Your objective.
Every line below that contains the word "canvas" must be copied.

Supplied material.
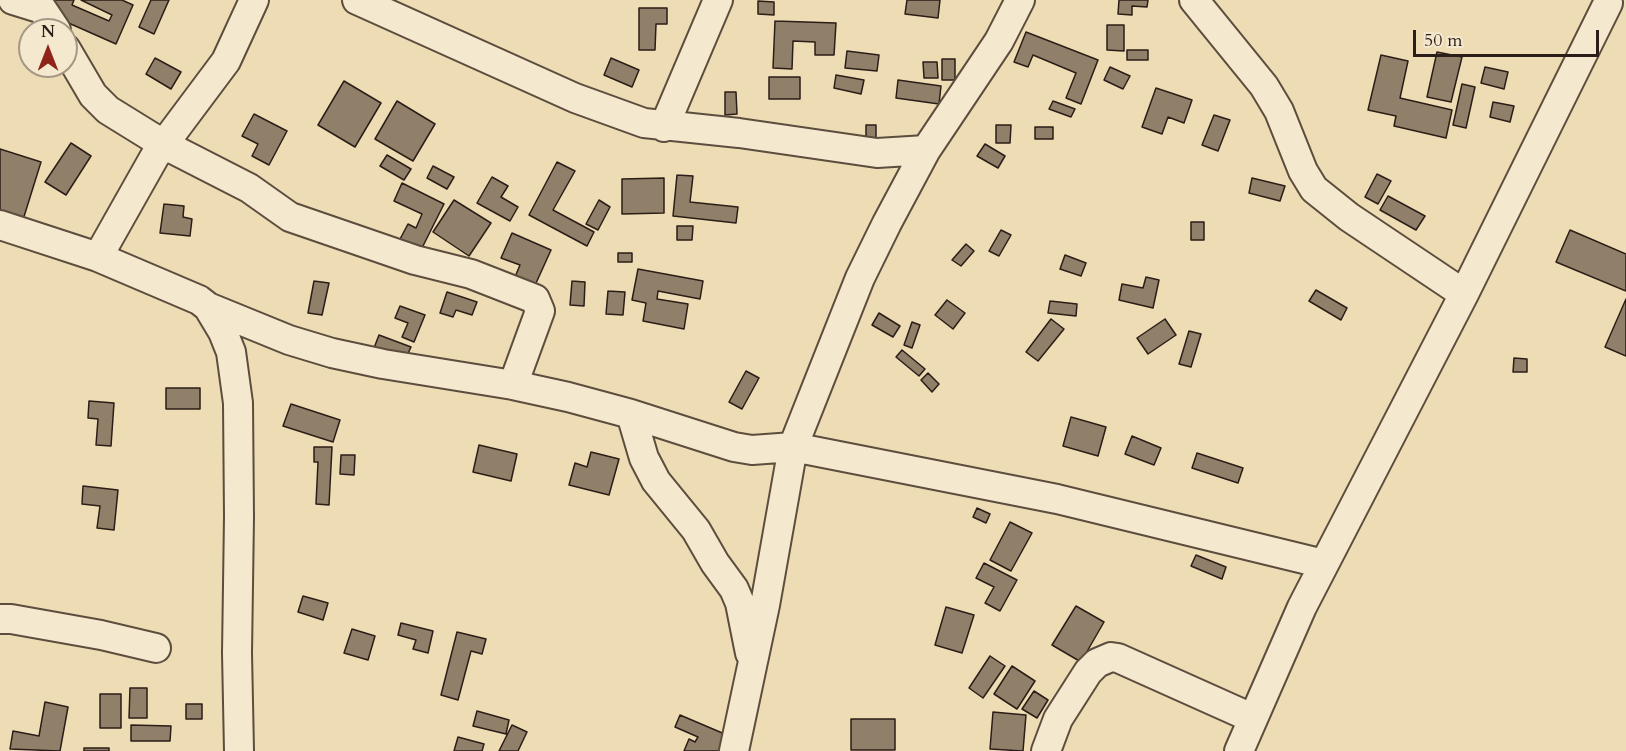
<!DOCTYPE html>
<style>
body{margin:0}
#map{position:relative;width:1626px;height:751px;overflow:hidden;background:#eedcb4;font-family:Cardo,serif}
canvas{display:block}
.north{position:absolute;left:18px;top:18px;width:60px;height:60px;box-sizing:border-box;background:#f4e8ce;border:2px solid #a49785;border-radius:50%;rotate:0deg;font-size:16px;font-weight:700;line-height:24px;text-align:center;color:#2b1d17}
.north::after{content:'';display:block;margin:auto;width:21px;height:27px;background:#8f2418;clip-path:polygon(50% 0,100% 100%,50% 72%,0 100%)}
.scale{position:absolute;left:1413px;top:30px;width:186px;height:27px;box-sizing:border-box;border:3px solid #2b1d17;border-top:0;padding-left:8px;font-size:18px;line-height:21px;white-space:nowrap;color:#2b1d17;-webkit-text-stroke:4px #f4e8ce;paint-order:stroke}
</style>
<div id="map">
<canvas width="1626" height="751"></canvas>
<div class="north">N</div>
<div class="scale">50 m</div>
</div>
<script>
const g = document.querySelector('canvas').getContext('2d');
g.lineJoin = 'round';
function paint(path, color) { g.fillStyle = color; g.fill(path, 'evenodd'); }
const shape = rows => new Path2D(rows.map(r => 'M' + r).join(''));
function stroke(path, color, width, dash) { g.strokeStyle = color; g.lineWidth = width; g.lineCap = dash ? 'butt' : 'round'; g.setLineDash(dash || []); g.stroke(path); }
const building = shape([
 [52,0,74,0,72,5,109,21,112,15,81,0,122,0,133,5,116,44,46,13,52,0],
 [151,0,169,0,154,34,139,27,151,0],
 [907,0,940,0,938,18,905,14,907,0],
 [1119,0,1148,0,1147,7,1132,6,1132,15,1118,14,1119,0],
 [758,1,774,2,774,15,758,14,758,1],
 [639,8,667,8,667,24,656,24,655,50,639,50,639,8],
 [775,21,836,23,834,55,815,55,815,42,793,41,792,69,773,68,775,21],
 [1107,25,1124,25,1124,51,1107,50,1107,25],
 [1026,32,1098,60,1081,104,1066,98,1076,73,1033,55,1028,67,1014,62,1026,32],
 [1127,50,1148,50,1148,60,1127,60,1127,50],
 [847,51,879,55,877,71,845,68,847,51],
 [1437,52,1462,57,1451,102,1427,97,1437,52],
 [1381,55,1408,61,1400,98,1452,110,1446,138,1394,126,1396,116,1368,110,1381,55],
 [155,58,181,72,171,89,146,74,155,58],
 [611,58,639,70,632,87,604,75,611,58],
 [942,59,955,59,955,80,942,80,942,59],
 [923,62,937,62,938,78,924,78,923,62],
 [1110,67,1130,76,1123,89,1104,80,1110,67],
 [1485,67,1508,72,1504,89,1481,83,1485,67],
 [836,75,864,80,861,94,834,88,836,75],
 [769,77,800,77,800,99,769,99,769,77],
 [898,80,941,86,939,104,896,98,898,80],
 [344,81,381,103,355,147,318,125,344,81],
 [1462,84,1475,87,1466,128,1453,125,1462,84],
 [1156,88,1192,100,1184,123,1168,117,1162,134,1142,127,1156,88],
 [725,92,736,92,737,114,725,115,725,92],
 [397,101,435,124,413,161,375,139,397,101],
 [1053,101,1075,109,1071,117,1049,109,1053,101],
 [1493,102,1514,106,1510,122,1490,117,1493,102],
 [254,114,287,131,269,165,252,156,258,144,242,136,254,114],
 [1214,115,1230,120,1218,151,1202,145,1214,115],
 [866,125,876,125,876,147,866,147,866,125],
 [996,125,1011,125,1010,143,996,143,996,125],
 [1035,127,1053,127,1053,139,1035,139,1035,127],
 [71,143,91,156,66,195,45,182,71,143],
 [985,144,1005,156,998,168,977,156,985,144],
 [0,149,41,162,22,223,0,216,0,149],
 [387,155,411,169,404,180,380,166,387,155],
 [557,162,575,171,553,210,594,232,587,246,529,215,557,162],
 [433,166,454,177,447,189,427,178,433,166],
 [1377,174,1391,181,1378,204,1365,197,1377,174],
 [677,175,693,176,690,202,738,207,736,223,673,216,677,175],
 [492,177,508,186,501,197,518,207,510,221,477,203,492,177],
 [664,178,664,213,622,214,622,179,664,178],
 [1252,178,1285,186,1280,201,1249,193,1252,178],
 [402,183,444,204,420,252,399,241,408,224,416,228,422,214,394,201,402,183],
 [1388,196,1425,216,1416,230,1380,210,1388,196],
 [454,200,491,223,469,256,433,232,454,200],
 [599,200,610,207,598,230,586,224,599,200],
 [164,204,184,206,183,217,192,219,190,236,160,233,164,204],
 [1191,222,1204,222,1204,240,1191,240,1191,222],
 [677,226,693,226,692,240,677,240,677,226],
 [1001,230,1011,235,999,256,989,251,1001,230],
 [1570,230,1626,254,1626,291,1556,262,1570,230],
 [512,233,551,250,532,292,512,284,520,265,501,258,512,233],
 [966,244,974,251,961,266,952,260,966,244],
 [618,253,632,253,632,262,618,262,618,253],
 [1065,255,1086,263,1081,276,1060,269,1065,255],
 [638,269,703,281,700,299,658,291,657,299,688,304,684,329,643,321,646,303,632,300,638,269],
 [1146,277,1159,280,1153,308,1119,300,1122,284,1143,288,1146,277],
 [314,281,329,283,322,315,308,313,314,281],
 [572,281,585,282,584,306,570,305,572,281],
 [1316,290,1347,308,1341,320,1309,301,1316,290],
 [608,291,625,292,623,315,606,314,608,291],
 [447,292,477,302,472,315,456,310,453,317,440,313,447,292],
 [1626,299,1626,356,1605,347,1626,299],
 [947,300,965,313,953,329,935,315,947,300],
 [1050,301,1077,304,1076,316,1048,313,1050,301],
 [400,306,425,315,414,342,402,337,408,323,395,318,400,306],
 [879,313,900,326,893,337,872,325,879,313],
 [1051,319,1064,329,1038,361,1026,352,1051,319],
 [1165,319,1176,335,1148,354,1137,338,1165,319],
 [912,322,920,325,912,348,904,345,912,322],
 [1189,331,1201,334,1191,367,1179,364,1189,331],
 [379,335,411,347,405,360,374,348,379,335],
 [902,350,925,369,919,376,896,357,902,350],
 [1514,358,1527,359,1527,372,1513,372,1514,358],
 [746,371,759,378,742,409,729,402,746,371],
 [928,373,939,384,932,392,921,380,928,373],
 [166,388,200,388,200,409,166,409,166,388],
 [89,401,114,403,111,446,96,445,98,419,88,418,89,401],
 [291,404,340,420,333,442,283,426,291,404],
 [1071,417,1106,427,1098,456,1063,446,1071,417],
 [1132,436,1161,448,1154,465,1125,454,1132,436],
 [479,445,517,454,511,481,473,472,479,445],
 [314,447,332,447,329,505,316,504,318,462,314,462,314,447],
 [591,452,619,459,609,495,569,485,575,463,587,467,591,452],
 [1197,453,1243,468,1238,483,1192,468,1197,453],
 [341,455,355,455,354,475,340,474,341,455],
 [83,486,118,490,114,530,97,528,100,506,82,504,83,486],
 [977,508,990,514,986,523,973,517,977,508],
 [1010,522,1032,533,1011,571,990,560,1010,522],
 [1196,555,1226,567,1222,579,1191,566,1196,555],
 [984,563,1017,580,1000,611,985,603,994,587,976,578,984,563],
 [303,596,328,603,323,620,298,612,303,596],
 [1076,606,1104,622,1081,662,1052,645,1076,606],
 [946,607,974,615,962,653,935,645,946,607],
 [401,623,433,631,428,653,413,649,416,640,398,635,401,623],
 [352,629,375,636,368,660,344,653,352,629],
 [457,632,486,639,482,654,471,651,458,700,441,695,457,632],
 [990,656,1005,666,983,698,969,688,990,656],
 [1012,666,1035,681,1017,709,994,694,1012,666],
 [130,688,147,688,147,718,129,718,130,688],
 [1034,691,1048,700,1037,718,1022,709,1034,691],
 [100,694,121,694,121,728,100,728,100,694],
 [45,702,68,707,60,751,10,749,13,731,39,736,45,702],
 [186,704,202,704,202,719,186,719,186,704],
 [477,711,509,720,506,734,473,726,477,711],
 [993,712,1026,715,1023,751,990,749,993,712],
 [680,715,727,735,720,751,684,751,689,739,695,742,698,737,675,727,680,715],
 [851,719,895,719,895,750,851,750,851,719],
 [131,725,171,726,170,741,131,741,131,725],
 [512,725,527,732,518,751,499,751,512,725],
 [458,737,484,744,482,751,454,751,458,737],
 [84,748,109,748,109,751,84,751,84,748]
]);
const street = shape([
 [13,0,42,9,56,30],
 [357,0,575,98,644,123,739,133,877,153,926,150],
 [1194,0,1264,86,1279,111,1303,171,1314,189,1349,217,1464,294],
 [66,49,93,95,108,110,163,144,249,188,290,217,415,260,471,274,535,299,540,311,513,385],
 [664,127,718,0],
 [0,225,98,257,199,300,208,307,223,332,231,352,238,403,239,517,237,653,239,751],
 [98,257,155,156,226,61,254,0],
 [208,307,289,340,332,353,383,364,513,385,568,397,631,414,734,447,752,450,793,447,1057,499,1324,564],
 [631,414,644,458,656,481,696,530,715,563,734,589,740,603,750,653],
 [0,619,11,619,101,635,156,648],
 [734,751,765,605,793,447,860,278,887,223,926,150,999,41,1020,0],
 [1046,751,1058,719,1088,672,1097,663,1111,657,1118,658,1252,718],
 [1239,751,1302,607,1464,294,1608,3]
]);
paint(building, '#908069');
stroke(building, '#2b1d17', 1.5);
stroke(street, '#5c4d3e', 32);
stroke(street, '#f4e8ce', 28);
</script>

Solution to the problem.
canvas{display:block}
<canvas width="1626" height="751"></canvas>
const g = document.querySelector('canvas').getContext('2d');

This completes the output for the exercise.